MOLECULAR DOCKING AND PHARMACOKINETIC PROFILING OF SHORT-CHAIN FATTY ACIDS TARGETING G PROTEIN-COUPLED RECEPTORS INVOLVED IN NEUROINFLAMMATION

Short-chain fatty acids (SCFAs), including acetate, propionate, and butyrate, are key microbial metabolites involved in immune regulation and gut-brain axis communication. Evidence suggests that SCFA effects are mediated through specific G protein-coupled receptors (GPRs) expressed by immune and glial cells. Among these, GPR41 and GPR109A are particularly implicated in microglial activation and neuroinflammatory signaling. However, the molecular mechanisms of SCFA-GPR interactions, as well as their pharmacokinetic and toxicological properties, remain poorly characterized.

To address this, an integrated in silico approach was employed. Molecular docking analyses were performed using AutoDock Tools to evaluate binding affinities (ΔG, kcal/mol) and identify key interaction residues between SCFAs and the selected receptors. Protein and ligand preparation, visualization, and interaction analysis were conducted using BIOVIA Discovery Studio Visualizer. Pharmacokinetic properties, including gastrointestinal absorption, blood-brain barrier permeability, and drug-likeness, were predicted using SwissADME, while toxicity profiles were assessed in silico.

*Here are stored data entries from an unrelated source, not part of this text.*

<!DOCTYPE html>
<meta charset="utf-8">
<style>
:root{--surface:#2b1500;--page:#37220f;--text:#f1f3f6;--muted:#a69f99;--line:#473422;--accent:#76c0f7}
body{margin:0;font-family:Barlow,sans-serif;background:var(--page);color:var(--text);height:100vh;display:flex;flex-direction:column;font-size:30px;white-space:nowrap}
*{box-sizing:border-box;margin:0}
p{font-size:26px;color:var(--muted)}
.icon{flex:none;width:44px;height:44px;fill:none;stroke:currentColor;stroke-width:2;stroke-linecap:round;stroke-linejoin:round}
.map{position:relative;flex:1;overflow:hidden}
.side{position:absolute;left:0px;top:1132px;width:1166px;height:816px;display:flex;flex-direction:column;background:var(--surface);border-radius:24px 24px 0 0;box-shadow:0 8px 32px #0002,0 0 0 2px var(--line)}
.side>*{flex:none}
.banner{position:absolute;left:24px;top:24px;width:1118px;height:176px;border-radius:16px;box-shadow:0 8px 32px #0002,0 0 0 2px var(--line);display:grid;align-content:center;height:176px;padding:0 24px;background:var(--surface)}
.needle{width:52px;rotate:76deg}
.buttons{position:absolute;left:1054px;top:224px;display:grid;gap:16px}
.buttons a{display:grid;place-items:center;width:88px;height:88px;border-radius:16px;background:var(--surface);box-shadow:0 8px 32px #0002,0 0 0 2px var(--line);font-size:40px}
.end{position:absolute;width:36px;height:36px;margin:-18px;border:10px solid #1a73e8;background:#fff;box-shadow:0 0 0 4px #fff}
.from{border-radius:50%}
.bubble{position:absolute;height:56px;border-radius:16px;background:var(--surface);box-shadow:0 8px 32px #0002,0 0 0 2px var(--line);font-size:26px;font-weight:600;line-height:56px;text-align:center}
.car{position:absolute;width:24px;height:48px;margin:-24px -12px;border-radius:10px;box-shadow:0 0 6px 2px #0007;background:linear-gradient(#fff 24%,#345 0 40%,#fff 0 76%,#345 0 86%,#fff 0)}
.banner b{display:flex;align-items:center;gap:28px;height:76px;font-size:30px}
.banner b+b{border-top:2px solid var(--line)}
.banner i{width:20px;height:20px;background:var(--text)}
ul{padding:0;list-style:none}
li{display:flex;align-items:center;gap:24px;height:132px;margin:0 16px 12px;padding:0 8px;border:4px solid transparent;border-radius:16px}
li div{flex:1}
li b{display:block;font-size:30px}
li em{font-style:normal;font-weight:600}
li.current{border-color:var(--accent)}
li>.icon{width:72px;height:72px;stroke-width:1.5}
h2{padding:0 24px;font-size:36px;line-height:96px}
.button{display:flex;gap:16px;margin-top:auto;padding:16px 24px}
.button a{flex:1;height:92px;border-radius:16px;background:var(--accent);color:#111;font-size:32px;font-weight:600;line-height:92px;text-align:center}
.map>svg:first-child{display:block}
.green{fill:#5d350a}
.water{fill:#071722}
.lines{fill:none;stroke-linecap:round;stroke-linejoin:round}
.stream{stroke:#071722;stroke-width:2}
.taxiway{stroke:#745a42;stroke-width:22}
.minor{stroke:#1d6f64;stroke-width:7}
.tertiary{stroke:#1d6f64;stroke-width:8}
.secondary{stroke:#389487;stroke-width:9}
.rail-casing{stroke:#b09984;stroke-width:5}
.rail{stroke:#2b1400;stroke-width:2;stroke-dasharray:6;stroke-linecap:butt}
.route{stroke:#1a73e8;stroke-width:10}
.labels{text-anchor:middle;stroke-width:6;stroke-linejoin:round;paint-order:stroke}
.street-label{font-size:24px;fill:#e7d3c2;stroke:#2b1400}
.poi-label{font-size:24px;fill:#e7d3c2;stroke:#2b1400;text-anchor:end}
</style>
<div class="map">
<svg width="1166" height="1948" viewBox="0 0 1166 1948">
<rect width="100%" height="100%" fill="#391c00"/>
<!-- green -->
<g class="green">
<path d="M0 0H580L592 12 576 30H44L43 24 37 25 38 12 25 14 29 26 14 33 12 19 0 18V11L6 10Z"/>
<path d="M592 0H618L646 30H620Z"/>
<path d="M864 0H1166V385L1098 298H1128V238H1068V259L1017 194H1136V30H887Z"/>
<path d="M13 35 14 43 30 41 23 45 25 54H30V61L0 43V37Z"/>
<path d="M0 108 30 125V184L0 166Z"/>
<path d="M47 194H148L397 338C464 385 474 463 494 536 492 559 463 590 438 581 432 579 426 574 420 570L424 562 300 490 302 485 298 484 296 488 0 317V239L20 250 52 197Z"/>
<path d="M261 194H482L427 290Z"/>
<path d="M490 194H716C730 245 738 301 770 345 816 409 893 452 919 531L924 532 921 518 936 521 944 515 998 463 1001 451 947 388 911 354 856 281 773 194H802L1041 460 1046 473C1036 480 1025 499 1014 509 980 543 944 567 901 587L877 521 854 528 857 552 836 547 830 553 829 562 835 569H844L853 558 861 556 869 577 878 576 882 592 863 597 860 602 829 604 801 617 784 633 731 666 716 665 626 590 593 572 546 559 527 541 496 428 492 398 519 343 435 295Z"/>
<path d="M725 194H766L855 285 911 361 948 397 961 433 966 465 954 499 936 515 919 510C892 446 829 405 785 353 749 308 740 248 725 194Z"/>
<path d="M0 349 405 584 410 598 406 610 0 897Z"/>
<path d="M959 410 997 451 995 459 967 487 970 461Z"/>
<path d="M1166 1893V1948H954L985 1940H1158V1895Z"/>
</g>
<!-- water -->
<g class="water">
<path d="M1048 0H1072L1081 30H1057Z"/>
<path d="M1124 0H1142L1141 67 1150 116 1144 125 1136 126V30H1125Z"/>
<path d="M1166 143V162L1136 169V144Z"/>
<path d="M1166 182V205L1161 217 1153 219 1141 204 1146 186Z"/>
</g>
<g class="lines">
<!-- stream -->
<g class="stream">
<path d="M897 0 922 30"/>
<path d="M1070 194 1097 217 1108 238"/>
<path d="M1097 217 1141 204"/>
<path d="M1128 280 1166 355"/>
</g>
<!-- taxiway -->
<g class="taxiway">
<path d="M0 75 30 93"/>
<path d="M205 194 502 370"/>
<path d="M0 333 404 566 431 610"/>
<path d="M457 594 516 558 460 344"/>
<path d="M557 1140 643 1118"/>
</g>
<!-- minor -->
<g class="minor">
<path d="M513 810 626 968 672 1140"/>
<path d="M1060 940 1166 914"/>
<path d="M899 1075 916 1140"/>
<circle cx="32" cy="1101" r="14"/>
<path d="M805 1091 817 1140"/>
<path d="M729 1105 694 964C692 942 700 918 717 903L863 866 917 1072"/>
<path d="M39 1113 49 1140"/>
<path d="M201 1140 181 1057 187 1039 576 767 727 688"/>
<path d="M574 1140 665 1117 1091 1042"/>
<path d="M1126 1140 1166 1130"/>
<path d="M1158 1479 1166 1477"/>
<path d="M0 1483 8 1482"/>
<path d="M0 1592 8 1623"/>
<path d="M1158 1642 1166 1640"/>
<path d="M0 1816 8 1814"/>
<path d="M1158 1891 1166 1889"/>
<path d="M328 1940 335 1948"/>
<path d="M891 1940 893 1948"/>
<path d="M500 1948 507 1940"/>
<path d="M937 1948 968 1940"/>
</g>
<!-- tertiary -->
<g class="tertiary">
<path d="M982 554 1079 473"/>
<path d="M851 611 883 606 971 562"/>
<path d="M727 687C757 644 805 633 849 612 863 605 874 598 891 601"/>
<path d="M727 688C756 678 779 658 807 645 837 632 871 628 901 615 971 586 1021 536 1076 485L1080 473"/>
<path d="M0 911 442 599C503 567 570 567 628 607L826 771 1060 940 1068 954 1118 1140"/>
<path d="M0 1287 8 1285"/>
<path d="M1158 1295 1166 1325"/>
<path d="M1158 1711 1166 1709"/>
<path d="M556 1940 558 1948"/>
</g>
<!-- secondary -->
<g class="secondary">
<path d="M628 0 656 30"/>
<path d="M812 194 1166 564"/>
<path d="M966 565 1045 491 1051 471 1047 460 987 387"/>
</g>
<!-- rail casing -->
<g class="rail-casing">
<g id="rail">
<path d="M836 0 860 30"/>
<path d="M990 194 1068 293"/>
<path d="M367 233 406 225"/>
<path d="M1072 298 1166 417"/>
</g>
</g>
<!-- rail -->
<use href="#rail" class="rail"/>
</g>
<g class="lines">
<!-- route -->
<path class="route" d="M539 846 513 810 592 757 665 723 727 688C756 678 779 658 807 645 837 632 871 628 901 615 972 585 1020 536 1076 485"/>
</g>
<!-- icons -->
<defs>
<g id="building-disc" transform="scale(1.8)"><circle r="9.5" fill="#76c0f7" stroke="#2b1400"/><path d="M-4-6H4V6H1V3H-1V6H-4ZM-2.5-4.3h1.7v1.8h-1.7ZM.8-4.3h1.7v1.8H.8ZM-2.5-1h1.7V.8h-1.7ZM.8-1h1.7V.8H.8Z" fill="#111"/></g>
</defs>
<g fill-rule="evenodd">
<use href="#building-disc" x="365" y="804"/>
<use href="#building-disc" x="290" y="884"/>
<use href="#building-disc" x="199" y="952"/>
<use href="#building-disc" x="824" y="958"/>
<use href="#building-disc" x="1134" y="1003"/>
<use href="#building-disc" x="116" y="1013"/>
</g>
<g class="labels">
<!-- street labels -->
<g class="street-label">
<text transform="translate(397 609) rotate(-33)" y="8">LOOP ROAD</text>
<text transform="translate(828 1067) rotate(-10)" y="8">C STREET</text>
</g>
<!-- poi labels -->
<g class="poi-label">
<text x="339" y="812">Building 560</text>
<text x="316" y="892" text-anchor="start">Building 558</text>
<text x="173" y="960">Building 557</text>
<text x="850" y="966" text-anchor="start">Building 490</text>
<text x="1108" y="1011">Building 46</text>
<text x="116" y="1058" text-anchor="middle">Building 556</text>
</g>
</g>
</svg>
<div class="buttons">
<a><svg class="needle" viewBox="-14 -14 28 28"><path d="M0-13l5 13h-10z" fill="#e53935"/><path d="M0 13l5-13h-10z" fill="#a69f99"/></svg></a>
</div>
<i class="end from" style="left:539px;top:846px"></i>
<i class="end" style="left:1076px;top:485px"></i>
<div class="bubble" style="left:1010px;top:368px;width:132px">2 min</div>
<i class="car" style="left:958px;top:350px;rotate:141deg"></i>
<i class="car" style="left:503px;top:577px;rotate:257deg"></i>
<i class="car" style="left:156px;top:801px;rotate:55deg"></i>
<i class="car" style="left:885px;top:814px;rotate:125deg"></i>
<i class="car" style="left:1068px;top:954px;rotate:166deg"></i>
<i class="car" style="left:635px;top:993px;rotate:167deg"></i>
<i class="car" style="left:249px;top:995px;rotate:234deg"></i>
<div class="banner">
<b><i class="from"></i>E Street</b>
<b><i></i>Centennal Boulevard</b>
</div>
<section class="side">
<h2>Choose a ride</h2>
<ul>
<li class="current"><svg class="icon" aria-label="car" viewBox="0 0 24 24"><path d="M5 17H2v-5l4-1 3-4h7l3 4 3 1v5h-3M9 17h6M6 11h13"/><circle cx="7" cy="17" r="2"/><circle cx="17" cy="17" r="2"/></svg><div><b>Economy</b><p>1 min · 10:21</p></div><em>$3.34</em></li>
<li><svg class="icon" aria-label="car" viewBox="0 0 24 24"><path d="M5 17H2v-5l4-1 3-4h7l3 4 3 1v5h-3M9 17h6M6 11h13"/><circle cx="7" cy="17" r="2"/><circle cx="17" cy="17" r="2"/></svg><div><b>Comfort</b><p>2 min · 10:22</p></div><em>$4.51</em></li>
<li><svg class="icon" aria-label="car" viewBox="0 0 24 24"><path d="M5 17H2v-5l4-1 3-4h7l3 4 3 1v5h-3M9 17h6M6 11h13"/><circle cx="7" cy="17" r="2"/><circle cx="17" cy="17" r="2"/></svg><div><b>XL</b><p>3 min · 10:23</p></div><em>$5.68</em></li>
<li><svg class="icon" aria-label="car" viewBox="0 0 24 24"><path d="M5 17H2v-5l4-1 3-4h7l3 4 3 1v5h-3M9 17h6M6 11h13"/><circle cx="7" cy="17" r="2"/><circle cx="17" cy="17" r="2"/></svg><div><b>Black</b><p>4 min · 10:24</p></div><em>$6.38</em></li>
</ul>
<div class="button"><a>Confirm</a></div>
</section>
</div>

Docking results revealed a hierarchy of binding affinities, with butyrate exhibiting the strongest interactions with GPR41 (ΔG = -5.1 kcal/mol) and GPR109A (ΔG = -4.0 kcal/mol), followed by propionate (-4.6 and -3.6 kcal/mol) and acetate (-3.9 and -3.0 kcal/mol). Pharmacokinetic predictions indicated favorable absorption and predicted BBB permeability for butyrate and propionate.

Overall, these findings provide molecular-level insights into SCFA-GPR interactions and support the potential role of SCFAs, especially butyrate, in modulating neuroinflammatory pathways via microglial receptors, highlighting their relevance for neurodevelopmental disorders.